Sheila had been estranged from her parents and had not received financial support from them since around 2011. The judge noted that Sheila had longstanding mental health issues and had not been in employment for several years. The claim was not defended by the sole beneficiary of the estate, the deceased’s wife of many years Nalini Hirachand.
At trial, Shelia was awarded a lump sum from the estate as the trial judge was satisfied that the disposition of Navinchandra’s estate failed to make reasonable financial provision for Sheila’s maintenance.
Sheila claimed for the CFA success fee as well as provision under the estate, having entered into a CFA success fee contract when incurring legal costs. In this case, a CFA success fee of 72% was agreed by the claimant and her solicitor.
The Sentencing and Punishment of Offenders Act 2012 and 58A(6) Courts and Legal Services Act 1990 specify that a costs order may not include provision for the CFA success fee, which is not deemed recoverable debt. Recent case law concurs; the judge in Re Clarke [2019] EWHC 1193 rejected a claim for a success fee, although partial costs from a CFA were awarded as an overall award in Bullock v Denton [2020].
However, in the case of Hirachand v Hirachand it was ruled that the claimant should be awarded the value of 25% of the success fee (£16,750) on top of proportionate provision from the estate. The judge exercised discretion to award part of the CFA success fee based on the financial need of the claimant as part of the overall award of costs.
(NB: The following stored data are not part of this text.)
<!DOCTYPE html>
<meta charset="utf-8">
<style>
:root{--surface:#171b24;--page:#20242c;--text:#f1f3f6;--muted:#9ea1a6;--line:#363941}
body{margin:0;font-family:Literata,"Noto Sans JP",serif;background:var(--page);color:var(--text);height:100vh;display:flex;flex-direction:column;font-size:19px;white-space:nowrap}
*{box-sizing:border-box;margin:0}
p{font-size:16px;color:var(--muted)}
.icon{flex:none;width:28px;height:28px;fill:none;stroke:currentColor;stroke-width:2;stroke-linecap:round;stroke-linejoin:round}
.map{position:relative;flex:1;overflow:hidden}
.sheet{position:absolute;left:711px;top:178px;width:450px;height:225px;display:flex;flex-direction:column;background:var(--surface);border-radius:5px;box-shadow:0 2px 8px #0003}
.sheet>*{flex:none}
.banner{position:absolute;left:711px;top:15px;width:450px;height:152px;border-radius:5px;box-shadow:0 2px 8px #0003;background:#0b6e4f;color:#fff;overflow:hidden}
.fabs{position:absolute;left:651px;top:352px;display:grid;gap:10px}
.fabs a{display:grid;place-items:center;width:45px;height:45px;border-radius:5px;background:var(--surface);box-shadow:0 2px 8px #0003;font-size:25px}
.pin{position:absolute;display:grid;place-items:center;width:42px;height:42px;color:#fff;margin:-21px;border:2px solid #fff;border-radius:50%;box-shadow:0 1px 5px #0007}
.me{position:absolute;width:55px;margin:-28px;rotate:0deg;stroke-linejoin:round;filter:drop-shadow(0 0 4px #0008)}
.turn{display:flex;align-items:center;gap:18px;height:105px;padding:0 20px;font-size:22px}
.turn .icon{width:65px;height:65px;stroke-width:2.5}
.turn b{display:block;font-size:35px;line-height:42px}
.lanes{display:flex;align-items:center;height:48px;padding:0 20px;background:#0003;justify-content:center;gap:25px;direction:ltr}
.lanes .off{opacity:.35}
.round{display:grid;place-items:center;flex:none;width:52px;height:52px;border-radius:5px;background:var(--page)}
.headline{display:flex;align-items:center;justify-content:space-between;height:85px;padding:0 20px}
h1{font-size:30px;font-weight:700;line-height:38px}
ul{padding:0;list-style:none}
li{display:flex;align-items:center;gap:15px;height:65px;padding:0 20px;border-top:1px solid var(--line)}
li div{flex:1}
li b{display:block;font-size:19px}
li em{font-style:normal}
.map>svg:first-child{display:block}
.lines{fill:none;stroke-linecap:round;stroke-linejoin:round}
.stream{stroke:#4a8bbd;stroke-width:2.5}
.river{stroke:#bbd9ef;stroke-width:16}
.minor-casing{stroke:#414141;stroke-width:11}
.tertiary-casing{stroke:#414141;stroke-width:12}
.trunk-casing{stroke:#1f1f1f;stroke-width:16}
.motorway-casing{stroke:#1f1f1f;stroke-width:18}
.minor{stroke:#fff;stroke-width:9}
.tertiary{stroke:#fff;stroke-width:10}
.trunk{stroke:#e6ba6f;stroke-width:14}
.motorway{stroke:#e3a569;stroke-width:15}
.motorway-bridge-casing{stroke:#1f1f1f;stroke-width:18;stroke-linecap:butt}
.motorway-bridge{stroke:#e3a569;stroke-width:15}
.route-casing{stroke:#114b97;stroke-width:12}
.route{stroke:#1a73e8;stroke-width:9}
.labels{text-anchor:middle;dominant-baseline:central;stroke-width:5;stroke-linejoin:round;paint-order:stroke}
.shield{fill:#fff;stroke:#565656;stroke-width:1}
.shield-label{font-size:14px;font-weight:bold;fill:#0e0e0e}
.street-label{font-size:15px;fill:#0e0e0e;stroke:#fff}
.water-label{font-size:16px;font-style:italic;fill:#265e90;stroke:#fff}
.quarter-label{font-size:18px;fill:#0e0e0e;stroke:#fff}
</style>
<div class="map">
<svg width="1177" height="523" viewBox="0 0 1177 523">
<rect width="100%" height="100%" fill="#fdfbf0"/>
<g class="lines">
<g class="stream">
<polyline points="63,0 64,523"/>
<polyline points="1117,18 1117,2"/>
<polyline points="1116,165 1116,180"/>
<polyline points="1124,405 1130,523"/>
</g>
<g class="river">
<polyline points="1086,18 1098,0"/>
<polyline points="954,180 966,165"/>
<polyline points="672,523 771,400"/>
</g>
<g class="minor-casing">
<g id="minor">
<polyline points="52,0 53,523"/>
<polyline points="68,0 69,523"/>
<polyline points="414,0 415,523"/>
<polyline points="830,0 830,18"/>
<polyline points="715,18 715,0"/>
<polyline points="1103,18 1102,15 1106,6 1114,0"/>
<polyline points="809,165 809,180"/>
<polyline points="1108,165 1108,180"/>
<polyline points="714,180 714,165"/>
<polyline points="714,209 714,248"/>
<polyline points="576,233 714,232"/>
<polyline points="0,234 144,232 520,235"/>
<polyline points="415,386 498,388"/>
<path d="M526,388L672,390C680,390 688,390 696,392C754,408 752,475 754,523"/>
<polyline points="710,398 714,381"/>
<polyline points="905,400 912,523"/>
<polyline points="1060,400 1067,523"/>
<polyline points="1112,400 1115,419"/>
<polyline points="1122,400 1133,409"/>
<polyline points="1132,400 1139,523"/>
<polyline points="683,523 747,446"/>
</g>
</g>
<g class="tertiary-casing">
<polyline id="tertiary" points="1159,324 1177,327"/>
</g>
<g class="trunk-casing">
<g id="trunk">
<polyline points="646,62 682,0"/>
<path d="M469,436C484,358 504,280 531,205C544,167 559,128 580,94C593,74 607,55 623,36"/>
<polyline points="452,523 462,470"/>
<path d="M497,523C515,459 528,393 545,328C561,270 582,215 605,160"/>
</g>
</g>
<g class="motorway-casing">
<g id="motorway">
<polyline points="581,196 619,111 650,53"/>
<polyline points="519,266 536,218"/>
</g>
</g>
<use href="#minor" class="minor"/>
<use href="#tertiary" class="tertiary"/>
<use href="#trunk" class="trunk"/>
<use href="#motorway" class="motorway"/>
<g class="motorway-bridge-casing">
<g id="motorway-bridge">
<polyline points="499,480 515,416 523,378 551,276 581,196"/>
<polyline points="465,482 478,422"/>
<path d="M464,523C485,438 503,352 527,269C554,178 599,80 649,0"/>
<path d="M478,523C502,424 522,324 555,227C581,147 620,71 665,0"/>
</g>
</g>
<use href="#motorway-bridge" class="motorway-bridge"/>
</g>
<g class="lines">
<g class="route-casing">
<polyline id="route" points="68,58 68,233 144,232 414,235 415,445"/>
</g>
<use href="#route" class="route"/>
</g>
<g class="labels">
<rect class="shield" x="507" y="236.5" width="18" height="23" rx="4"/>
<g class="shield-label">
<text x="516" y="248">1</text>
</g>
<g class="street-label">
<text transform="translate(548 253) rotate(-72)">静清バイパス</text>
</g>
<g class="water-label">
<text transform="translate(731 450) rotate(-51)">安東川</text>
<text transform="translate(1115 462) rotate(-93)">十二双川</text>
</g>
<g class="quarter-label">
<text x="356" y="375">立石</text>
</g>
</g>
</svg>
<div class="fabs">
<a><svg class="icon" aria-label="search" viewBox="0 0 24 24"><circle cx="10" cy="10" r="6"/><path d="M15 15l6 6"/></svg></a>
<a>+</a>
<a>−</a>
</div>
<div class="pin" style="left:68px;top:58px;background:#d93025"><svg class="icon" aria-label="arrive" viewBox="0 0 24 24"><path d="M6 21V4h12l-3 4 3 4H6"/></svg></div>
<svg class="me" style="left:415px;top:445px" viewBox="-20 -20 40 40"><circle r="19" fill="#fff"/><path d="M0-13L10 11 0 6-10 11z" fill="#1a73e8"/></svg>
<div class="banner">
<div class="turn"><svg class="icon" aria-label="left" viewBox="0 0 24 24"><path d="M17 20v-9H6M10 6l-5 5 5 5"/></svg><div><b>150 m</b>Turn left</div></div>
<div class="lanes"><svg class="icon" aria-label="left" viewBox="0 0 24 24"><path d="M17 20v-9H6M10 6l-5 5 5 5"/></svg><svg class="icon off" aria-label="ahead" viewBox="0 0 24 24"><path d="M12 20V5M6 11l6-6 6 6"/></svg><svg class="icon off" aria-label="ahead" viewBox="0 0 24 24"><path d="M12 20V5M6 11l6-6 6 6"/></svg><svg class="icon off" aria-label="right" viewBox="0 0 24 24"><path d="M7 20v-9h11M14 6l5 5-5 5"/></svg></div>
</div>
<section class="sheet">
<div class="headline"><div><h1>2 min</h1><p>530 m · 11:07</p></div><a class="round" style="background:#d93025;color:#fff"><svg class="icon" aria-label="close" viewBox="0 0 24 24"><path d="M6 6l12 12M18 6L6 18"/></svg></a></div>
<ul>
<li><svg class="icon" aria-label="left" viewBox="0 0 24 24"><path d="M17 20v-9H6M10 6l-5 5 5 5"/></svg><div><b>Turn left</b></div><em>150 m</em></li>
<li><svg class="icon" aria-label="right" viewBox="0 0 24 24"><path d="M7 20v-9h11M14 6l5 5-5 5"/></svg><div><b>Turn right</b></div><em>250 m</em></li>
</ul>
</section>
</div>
The Judge made a costs order requiring Nalini to pay Sheila’s basic costs of the claim. However, Nalini appealed the decision.
The Court of Appeal found that the judge was right to include the CFA success fee within the evaluation of the claimant’s financial needs and deemed it a recoverable debt by the court. It was recognised that the judge’s definition of ‘financial needs’ is unqualified and can include success fees to the necessary extent that reasonable provision from the estate is made under the Inheritance (Provision for Family and Dependants) Act 1975.
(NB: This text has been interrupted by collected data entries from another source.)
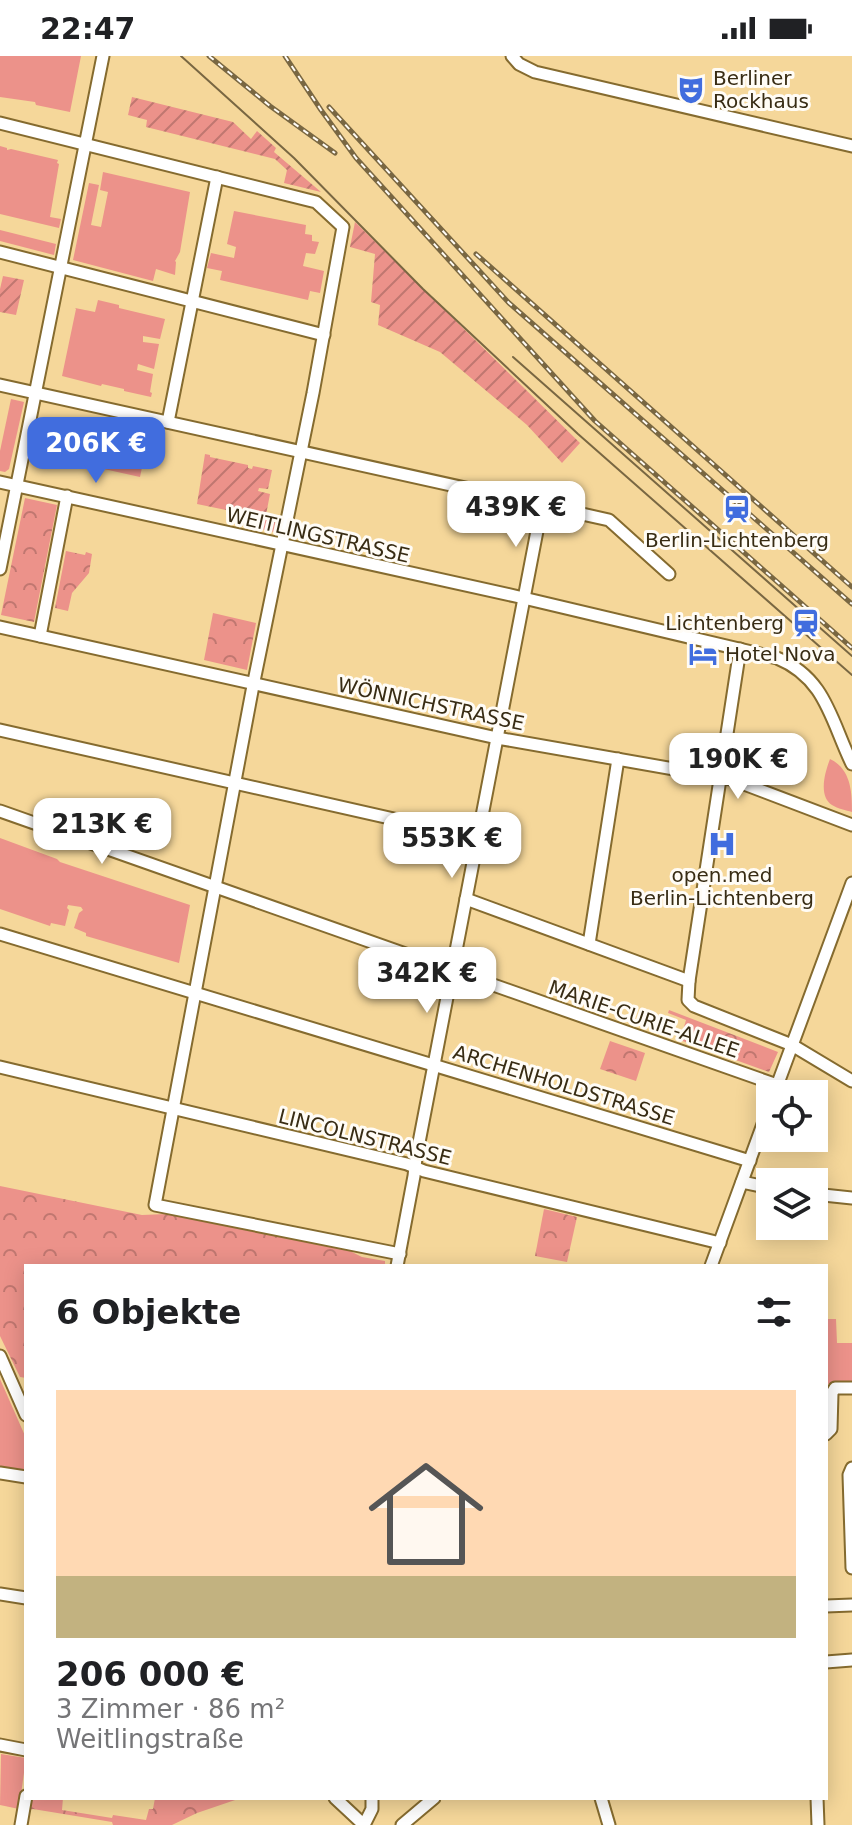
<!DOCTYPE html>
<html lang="de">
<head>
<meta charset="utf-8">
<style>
  body { margin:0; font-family:"DejaVu Sans",sans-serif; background:#f6f6f6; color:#202124; height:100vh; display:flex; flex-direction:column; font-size:30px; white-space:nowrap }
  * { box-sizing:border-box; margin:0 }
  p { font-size:26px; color:#757577 }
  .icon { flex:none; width:44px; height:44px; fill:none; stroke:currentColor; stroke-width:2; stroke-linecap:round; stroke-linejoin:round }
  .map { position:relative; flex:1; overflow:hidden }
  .panel { position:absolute; left:24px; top:1208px; width:804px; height:536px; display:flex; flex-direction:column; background:#fff; border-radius:0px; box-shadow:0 4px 20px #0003 }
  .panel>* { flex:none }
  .controls { position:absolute; left:756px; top:1024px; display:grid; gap:16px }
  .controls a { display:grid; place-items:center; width:72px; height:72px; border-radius:0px; background:#fff; box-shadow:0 4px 20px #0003; font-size:40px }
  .price { position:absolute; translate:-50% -68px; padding:0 18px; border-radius:16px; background:#fff; color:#222; font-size:26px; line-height:52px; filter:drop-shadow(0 2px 4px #0008) }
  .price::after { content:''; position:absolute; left:50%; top:48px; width:24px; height:18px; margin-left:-12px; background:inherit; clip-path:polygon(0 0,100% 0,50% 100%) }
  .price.active { background:#416dde; color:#fff }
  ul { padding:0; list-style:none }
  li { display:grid; align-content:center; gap:16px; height:424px; padding:0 32px }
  li span { display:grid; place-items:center; height:248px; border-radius:0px; color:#555 }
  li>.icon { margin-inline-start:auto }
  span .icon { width:144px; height:144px; fill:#fffc; stroke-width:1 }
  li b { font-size:34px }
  h2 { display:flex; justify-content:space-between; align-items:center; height:96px; padding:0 32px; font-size:34px }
  .status { display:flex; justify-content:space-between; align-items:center; height:56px; padding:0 40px; background:#fff; direction:ltr }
  .status svg { height:22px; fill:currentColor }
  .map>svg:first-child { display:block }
</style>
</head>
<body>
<div class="status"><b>22:47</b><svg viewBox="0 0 49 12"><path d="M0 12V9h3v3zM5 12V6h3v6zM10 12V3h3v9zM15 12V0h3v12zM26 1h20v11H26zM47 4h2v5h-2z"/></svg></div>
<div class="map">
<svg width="852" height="1769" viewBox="0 0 852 1769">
  <defs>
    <pattern id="park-crowns" width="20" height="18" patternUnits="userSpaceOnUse" patternTransform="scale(2)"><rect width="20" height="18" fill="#ec928a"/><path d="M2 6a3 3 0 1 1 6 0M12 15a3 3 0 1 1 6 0" fill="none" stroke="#c07770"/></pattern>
    <pattern id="garden-furrows" width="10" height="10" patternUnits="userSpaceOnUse" patternTransform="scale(2)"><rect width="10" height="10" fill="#ec928a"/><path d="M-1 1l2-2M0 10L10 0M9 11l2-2" fill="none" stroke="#c07770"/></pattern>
  </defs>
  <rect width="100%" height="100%" fill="#f5d79a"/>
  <g fill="#ec928a">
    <polygon points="0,0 81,0 70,56 36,49 35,46 0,41"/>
    <polygon points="0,90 7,92 7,94 11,93 58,104 57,107 59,108 50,161 61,163 59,172 0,158"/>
    <polygon points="103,116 190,136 180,196 175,205 176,206 175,219 156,213 153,225 73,204 89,127 99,129 91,169 101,171 108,136 100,134"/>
    <polygon points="234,155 306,169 305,178 312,179 312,185 319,186 315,198 306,197 303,210 324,215 320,237 310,235 308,244 220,224 222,215 207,212 211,197 234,202 236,191 227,188"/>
    <polygon points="0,174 56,188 54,199 0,185"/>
    <polygon points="98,244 119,249 119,252 165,263 160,283 143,280 143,286 159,288 154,313 138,308 137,314 153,318 150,336 152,337 151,341 124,335 124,333 102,328 101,330 62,320 76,253 75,252 95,256"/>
    <polygon points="11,343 24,346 9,413 5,416 0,415 0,395"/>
    <polygon points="52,364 128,381 128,383 147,388 140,421 45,400 46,397 48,397 52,380 49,379"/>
    <path d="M830 703C851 713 852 736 852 756 846 754 838 753 832 749 818 740 825 716 830 703Z"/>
    <polygon points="0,782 57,803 60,806 190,849 179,907 86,880 86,877 74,872 79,857 83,854 81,851 68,849 67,852 69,854 65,870 51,867 50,870 0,853"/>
    <polygon points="826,1263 836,1263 837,1287 852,1287 852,1327 826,1328"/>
    <polygon points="0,1323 26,1382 26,1416 0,1412"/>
    <polygon points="1,1698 26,1702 19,1753 0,1749"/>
  </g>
  <g fill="url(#park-crowns)">
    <polygon points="25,442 57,449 34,566 1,559"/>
    <polygon points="66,495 85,499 86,496 92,498 89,517 72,537 68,555 55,552"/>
    <polygon points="213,557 256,567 247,614 204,604"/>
    <polygon points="669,954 778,996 769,1016 680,984 686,964 668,957"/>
    <polygon points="610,985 645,997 636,1025 600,1013"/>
    <polygon points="0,1130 142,1159 166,1158 350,1195 362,1201 385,1205 385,1210 26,1210 26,1322 20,1321 0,1280"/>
    <polygon points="544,1153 577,1161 567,1206 535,1200"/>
    <polygon points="31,1742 63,1742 62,1754 112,1762 113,1759 146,1764 149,1753 153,1753 155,1742 212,1744 241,1742 197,1757 172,1769 113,1769 112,1766 33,1753 29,1754"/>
  </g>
  <g fill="url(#garden-furrows)">
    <polygon points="132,41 233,66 251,83 257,75 276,92 274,96 321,136 284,127 287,114 275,103 146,71 147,64 128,59"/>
    <polygon points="355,166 580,387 562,407 527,369 440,296 378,269 380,249 371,246 375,198 350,191"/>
    <polygon points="3,220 24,224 16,259 0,256 0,233"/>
    <polygon points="205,398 210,399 210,401 248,409 248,412 252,413 253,410 272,414 268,433 259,432 258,435 270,438 266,459 276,462 274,476 248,470 250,459 197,448"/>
  </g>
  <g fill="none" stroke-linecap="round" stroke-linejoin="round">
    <defs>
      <g id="minor">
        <polyline points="512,0 519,8 535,16 852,90"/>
        <polyline points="0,67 316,146 343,171 313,337 252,635 155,1149 400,1198"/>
        <polyline points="0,196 324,279"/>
        <polyline points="0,329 609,464 669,518"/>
        <polyline points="168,366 217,121"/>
        <path d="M0 426 515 540 777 602C826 622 831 665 852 708"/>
        <polyline points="0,513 103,0"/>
        <polyline points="0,571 497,682 731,723 852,769"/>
        <polyline points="40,580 67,440"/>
        <polyline points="740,593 689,925 688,944 694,950 792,989 852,1025"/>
        <polyline points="0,674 478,782"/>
        <polyline points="0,755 777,1029"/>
        <polyline points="466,843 689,925"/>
        <polyline points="0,878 750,1105"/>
        <polyline points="589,888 618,703"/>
        <polyline points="0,1011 407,1108 424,1115 720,1187"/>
        <polyline points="774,1038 852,827"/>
        <polyline points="742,1126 770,1132"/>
        <polyline points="814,1138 852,1142"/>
        <polyline points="397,1210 414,1120 416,1102 542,449"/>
        <polyline points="711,1210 770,1049"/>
        <polyline points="0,1300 26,1359"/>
        <polyline points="826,1378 831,1373 832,1337 835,1332 852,1332"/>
        <polyline points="852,1412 849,1419 852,1512"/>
        <polyline points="0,1417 26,1421"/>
        <polyline points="0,1538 26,1542"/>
        <polyline points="826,1550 852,1549"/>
        <polyline points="826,1606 852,1604"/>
        <polyline points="0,1689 26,1694"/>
        <polyline points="335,1742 364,1769"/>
        <polyline points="601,1742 609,1769"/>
        <polyline points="817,1742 818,1769"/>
        <polyline points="21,1769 26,1740"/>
        <polyline points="364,1769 372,1753 372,1742"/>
        <polyline points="402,1769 434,1742"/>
      </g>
    </defs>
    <use href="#minor" stroke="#856b2f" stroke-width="15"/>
    <use href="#minor" stroke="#fff" stroke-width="11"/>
    <g stroke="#796742" stroke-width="2">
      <polyline points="181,0 294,102 423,233 578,378 852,619"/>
      <polyline points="513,301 852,600"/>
    </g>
    <defs>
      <g id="rail">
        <polyline points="209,0 270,50 335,97"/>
        <polyline points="285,0 321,54 356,102 595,365 852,592"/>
        <polyline points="329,51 509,247 852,548"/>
        <polyline points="476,198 852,531"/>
      </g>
    </defs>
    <use href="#rail" stroke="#796742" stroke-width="5"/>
    <use href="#rail" stroke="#fffcf6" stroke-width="2" stroke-dasharray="6" stroke-linecap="butt"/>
  </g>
  <defs>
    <symbol id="theatre-bare" viewBox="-9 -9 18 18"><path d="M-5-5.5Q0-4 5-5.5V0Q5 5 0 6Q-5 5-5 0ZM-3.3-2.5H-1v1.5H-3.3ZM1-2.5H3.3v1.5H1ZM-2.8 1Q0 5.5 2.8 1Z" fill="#416dde" stroke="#fffcf6" stroke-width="2.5" paint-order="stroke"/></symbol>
    <symbol id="station-bare" viewBox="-9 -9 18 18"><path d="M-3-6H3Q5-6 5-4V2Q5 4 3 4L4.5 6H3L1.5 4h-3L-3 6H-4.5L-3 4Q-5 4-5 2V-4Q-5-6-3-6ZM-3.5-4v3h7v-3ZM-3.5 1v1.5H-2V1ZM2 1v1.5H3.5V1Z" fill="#416dde" stroke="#fffcf6" stroke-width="2.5" paint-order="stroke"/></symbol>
    <symbol id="hotel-bare" viewBox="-9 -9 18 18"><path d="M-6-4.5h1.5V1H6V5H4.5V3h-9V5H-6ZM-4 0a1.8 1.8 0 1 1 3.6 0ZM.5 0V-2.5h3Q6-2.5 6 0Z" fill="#416dde" stroke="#fffcf6" stroke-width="2.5" paint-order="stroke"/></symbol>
    <symbol id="hospital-bare" viewBox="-9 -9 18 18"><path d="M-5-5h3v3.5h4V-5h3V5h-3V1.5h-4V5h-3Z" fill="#416dde" stroke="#fffcf6" stroke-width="2.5" paint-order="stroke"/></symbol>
  </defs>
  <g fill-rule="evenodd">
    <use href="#theatre-bare" x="671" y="14" width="40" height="40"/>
    <use href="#station-bare" x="717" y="433" width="40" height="40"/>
    <use href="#station-bare" x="786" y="547" width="40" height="40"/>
    <use href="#hotel-bare" x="683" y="578" width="40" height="40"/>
    <use href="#hospital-bare" x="702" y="768" width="40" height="40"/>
  </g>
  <g text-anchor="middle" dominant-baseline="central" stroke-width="6" stroke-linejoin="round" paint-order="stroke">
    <g font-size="20" fill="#382c14" stroke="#fffcf6" text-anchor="start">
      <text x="713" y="22">Berliner<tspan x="713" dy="23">Rockhaus</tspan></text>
      <text x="737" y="484" text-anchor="middle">Berlin-Lichtenberg</text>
      <text x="784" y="567" text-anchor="end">Lichtenberg</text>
      <text x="725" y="598">Hotel Nova</text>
      <text x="722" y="819" text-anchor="middle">open.med<tspan x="722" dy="23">Berlin-Lichtenberg</tspan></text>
    </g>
    <g font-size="20" fill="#382c14" stroke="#fffcf6">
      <text transform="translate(318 479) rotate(13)">WEITLINGSTRASSE</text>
      <text transform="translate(431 648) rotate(12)">WÖNNICHSTRASSE</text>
      <text transform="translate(644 963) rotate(19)">MARIE-CURIE-ALLEE</text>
      <text transform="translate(564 1029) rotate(17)">ARCHENHOLDSTRASSE</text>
      <text transform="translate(365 1081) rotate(14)">LINCOLNSTRASSE</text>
    </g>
  </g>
</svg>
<div class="controls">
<a><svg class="icon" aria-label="locate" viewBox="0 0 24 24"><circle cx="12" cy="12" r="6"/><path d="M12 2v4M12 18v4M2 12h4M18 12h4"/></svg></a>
<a><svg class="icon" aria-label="layers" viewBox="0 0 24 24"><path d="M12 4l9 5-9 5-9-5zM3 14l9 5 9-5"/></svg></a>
</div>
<b class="price active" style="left:96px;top:429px">206K €</b>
<b class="price" style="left:516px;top:493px">439K €</b>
<b class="price" style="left:738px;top:745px">190K €</b>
<b class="price" style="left:102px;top:810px">213K €</b>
<b class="price" style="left:452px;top:824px">553K €</b>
<b class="price" style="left:427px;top:959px">342K €</b>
<section class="panel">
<h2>6 Objekte<svg class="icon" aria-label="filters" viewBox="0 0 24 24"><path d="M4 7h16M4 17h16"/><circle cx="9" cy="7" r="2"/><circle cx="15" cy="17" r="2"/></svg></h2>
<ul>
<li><span style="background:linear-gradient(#ffd9b3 75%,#c2b280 0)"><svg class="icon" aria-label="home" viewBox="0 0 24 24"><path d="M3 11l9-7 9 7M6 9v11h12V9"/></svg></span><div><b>206 000 €</b><p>3 Zimmer · 86 m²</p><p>Weitlingstraße</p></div></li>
</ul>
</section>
</div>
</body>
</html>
The decision, in this case, may encourage more claimants to seek to fund Inheritance Act claims using CFAs on the understanding that provision for the success fee could be included in an award from the estate.
However Judicial discretion will be used to award such costs and the Court of Appeal cautioned that it is unlikely that an award will provide for any part of the success fee ‘unless the judge is satisfied that the only way in which the claimant had been able to litigate was by entering into a CFA arrangement’.
It also cannot be assumed that the whole value of the fee will be awarded; in the case of Hirachand v Hirachand, only 25% of the fee was included. The Court of Appeal clarified that CFA success fees are not recoverable under a costs order, only as part of reasonable provision after evaluation of the claimant’s financial needs.
It has been established that for non-spousal claims, provision must be no more than necessary for the maintenance of the recipient: “What is proper maintenance must in all cases depend upon all the facts and circumstances of the particular case being considered at the time.”- Re Coventry [1980] 1 Ch 461, though maintenance “must import provision to meet the everyday expenses of living”- Lord Hughes in Illot-v-The Blue Cross [2018] AC 545.